[Work to complete] Scan the listing for the word "details", and copy out each line where it is found.

[Excerpted data]
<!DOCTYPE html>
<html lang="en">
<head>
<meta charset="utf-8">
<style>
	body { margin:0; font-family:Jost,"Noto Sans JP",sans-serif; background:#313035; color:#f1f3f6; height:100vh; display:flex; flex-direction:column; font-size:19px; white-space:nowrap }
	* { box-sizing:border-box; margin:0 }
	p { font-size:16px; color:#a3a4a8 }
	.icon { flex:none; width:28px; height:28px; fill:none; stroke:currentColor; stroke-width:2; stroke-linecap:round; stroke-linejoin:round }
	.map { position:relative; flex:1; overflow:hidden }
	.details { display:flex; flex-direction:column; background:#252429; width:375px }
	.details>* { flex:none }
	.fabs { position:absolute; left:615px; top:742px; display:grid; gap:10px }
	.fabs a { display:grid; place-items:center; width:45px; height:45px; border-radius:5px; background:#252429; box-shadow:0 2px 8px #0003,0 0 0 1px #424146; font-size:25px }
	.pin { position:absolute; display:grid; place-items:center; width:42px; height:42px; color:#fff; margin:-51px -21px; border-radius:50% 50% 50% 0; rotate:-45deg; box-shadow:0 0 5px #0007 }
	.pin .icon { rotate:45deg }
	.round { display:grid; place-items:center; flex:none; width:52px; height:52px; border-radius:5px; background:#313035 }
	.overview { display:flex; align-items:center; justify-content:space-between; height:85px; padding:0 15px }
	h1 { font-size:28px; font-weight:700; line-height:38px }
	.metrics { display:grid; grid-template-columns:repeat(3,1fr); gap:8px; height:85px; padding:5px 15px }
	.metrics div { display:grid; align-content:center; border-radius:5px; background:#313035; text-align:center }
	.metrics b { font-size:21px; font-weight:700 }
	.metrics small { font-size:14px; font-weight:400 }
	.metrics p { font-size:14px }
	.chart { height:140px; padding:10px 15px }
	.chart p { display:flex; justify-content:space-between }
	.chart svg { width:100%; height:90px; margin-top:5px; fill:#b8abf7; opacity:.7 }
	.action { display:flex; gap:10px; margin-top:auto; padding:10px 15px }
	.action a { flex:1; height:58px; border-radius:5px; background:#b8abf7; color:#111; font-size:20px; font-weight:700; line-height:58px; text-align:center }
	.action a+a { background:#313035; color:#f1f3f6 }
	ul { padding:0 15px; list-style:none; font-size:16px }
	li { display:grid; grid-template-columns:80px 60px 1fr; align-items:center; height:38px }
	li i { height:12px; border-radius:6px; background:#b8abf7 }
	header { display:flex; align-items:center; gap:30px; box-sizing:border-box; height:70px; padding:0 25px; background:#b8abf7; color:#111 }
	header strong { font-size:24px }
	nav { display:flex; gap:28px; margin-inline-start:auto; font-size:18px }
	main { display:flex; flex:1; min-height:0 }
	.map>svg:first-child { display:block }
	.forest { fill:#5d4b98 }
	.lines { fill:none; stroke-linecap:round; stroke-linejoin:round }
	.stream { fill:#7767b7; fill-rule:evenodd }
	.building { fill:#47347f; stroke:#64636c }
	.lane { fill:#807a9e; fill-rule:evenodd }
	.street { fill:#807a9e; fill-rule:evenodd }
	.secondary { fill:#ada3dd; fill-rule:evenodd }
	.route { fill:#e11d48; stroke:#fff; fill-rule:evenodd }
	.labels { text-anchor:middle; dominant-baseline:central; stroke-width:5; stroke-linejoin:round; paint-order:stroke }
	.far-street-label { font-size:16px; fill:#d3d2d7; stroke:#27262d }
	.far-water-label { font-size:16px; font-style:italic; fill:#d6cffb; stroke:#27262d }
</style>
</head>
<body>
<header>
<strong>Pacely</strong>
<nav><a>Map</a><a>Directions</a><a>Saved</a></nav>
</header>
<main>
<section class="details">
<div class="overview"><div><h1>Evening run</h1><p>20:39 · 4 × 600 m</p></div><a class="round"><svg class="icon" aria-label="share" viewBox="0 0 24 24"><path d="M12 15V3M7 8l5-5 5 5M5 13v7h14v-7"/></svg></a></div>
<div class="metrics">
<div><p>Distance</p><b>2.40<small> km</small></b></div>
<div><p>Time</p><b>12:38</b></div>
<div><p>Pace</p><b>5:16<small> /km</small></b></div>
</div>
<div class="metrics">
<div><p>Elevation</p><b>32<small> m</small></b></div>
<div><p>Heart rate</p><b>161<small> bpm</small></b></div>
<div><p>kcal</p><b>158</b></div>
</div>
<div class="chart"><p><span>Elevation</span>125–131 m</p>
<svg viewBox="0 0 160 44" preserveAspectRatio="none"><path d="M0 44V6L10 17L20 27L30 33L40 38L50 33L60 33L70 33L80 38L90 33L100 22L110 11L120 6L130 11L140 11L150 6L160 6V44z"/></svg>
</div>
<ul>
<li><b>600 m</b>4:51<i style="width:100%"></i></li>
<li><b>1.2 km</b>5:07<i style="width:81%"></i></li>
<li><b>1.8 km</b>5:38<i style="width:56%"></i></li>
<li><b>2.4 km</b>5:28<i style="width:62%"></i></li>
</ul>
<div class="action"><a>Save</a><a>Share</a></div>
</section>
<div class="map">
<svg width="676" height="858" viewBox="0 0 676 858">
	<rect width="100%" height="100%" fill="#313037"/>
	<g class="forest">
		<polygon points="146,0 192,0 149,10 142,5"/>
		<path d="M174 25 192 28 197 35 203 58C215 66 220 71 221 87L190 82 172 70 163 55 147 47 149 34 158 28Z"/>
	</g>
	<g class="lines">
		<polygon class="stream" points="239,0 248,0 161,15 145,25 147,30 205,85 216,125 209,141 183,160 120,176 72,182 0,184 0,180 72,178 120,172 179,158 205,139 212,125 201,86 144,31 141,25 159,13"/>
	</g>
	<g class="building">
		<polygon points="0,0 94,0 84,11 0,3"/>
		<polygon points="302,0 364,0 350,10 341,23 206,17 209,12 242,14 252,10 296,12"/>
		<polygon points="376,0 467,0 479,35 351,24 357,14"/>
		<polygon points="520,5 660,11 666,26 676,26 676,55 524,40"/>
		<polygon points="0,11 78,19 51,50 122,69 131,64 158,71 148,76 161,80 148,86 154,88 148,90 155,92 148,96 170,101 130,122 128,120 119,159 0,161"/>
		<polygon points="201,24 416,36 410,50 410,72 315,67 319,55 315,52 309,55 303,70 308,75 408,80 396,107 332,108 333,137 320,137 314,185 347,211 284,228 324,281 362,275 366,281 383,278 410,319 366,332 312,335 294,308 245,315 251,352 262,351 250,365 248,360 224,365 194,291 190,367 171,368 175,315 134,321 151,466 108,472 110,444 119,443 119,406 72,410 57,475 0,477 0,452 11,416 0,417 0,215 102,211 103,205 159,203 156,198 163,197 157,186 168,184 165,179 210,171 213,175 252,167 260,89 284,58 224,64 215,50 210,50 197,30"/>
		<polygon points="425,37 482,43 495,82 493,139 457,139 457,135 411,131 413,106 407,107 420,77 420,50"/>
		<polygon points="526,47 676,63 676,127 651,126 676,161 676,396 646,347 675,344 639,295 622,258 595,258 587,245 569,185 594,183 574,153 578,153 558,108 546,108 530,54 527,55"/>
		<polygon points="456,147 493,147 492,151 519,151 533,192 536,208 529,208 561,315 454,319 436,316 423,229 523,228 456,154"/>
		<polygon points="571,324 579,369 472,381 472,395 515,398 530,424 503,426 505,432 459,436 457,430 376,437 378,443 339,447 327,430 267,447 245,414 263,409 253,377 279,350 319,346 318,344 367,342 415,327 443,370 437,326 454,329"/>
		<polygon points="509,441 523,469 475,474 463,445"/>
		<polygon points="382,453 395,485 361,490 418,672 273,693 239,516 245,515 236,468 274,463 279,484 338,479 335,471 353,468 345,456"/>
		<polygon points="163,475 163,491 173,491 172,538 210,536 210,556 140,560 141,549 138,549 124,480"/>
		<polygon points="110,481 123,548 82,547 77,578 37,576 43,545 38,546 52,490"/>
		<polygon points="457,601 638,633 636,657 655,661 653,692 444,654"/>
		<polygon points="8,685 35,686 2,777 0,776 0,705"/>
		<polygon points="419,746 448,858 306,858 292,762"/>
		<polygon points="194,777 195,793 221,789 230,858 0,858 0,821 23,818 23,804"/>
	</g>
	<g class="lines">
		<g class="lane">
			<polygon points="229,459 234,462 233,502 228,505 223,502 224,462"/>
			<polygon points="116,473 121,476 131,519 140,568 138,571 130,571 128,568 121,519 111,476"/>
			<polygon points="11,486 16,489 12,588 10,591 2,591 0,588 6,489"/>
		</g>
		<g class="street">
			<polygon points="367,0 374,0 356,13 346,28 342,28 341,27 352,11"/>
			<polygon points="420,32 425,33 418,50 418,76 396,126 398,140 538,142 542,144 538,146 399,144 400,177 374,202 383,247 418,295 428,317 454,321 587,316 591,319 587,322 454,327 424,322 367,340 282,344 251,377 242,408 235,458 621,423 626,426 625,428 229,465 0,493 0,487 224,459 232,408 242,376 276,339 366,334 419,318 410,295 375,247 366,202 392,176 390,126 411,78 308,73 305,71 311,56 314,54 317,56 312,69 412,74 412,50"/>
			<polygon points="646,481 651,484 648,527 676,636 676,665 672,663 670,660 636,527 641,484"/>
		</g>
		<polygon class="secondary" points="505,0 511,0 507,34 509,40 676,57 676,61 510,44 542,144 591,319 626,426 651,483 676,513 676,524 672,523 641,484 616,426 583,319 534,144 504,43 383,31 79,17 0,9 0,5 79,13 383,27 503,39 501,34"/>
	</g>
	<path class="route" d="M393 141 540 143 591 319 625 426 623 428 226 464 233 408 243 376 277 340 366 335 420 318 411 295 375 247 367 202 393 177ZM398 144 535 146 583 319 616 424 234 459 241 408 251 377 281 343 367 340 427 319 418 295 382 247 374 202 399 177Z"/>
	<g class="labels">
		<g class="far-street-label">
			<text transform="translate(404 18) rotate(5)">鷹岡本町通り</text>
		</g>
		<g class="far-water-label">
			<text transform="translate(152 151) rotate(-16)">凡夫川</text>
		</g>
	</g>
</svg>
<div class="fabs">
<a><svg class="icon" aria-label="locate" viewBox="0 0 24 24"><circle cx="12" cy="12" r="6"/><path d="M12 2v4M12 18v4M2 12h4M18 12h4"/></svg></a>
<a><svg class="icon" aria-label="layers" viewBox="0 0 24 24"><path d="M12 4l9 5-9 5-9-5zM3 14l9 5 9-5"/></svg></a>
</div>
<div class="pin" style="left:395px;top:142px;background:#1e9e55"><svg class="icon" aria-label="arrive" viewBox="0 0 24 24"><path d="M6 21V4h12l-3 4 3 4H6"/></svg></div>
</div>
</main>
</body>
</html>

[Task response]
	.details { display:flex; flex-direction:column; background:#252429; width:375px }
	.details>* { flex:none }
<section class="details">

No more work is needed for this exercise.